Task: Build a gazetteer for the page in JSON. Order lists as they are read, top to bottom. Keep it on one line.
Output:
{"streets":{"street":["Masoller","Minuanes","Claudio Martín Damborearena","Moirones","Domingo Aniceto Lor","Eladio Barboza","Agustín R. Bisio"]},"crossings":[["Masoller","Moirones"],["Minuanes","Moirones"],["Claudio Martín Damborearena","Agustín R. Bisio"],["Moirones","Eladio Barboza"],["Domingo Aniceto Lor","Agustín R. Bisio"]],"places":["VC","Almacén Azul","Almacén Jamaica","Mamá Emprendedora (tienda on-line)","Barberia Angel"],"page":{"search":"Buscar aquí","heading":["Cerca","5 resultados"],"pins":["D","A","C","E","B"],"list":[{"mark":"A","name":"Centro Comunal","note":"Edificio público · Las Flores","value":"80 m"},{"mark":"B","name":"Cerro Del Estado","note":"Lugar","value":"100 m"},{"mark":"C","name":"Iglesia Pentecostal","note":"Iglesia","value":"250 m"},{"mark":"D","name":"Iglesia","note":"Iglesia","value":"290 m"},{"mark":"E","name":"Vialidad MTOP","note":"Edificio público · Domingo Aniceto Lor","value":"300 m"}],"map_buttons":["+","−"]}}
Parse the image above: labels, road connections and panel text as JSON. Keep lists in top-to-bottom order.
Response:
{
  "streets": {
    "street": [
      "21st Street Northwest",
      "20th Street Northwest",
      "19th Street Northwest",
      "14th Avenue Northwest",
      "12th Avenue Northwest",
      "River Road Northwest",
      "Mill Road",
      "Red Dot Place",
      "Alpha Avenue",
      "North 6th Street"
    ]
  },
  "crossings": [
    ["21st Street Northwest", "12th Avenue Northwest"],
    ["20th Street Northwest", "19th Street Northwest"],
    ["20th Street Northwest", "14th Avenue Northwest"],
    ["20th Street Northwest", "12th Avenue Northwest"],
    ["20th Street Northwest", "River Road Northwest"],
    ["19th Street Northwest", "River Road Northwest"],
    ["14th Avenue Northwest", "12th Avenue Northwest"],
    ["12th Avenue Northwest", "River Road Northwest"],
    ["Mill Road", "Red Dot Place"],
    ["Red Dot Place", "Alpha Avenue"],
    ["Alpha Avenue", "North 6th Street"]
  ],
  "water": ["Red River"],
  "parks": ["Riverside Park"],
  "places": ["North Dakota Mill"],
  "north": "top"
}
---
▸ Assignment
Retrieve every line above holding the word "Keep".

▸ Result
Task: Build a gazetteer for the page in JSON. Order lists as they are read, top to bottom. Keep it on one line.
Parse the image above: labels, road connections and panel text as JSON. Keep lists in top-to-bottom order.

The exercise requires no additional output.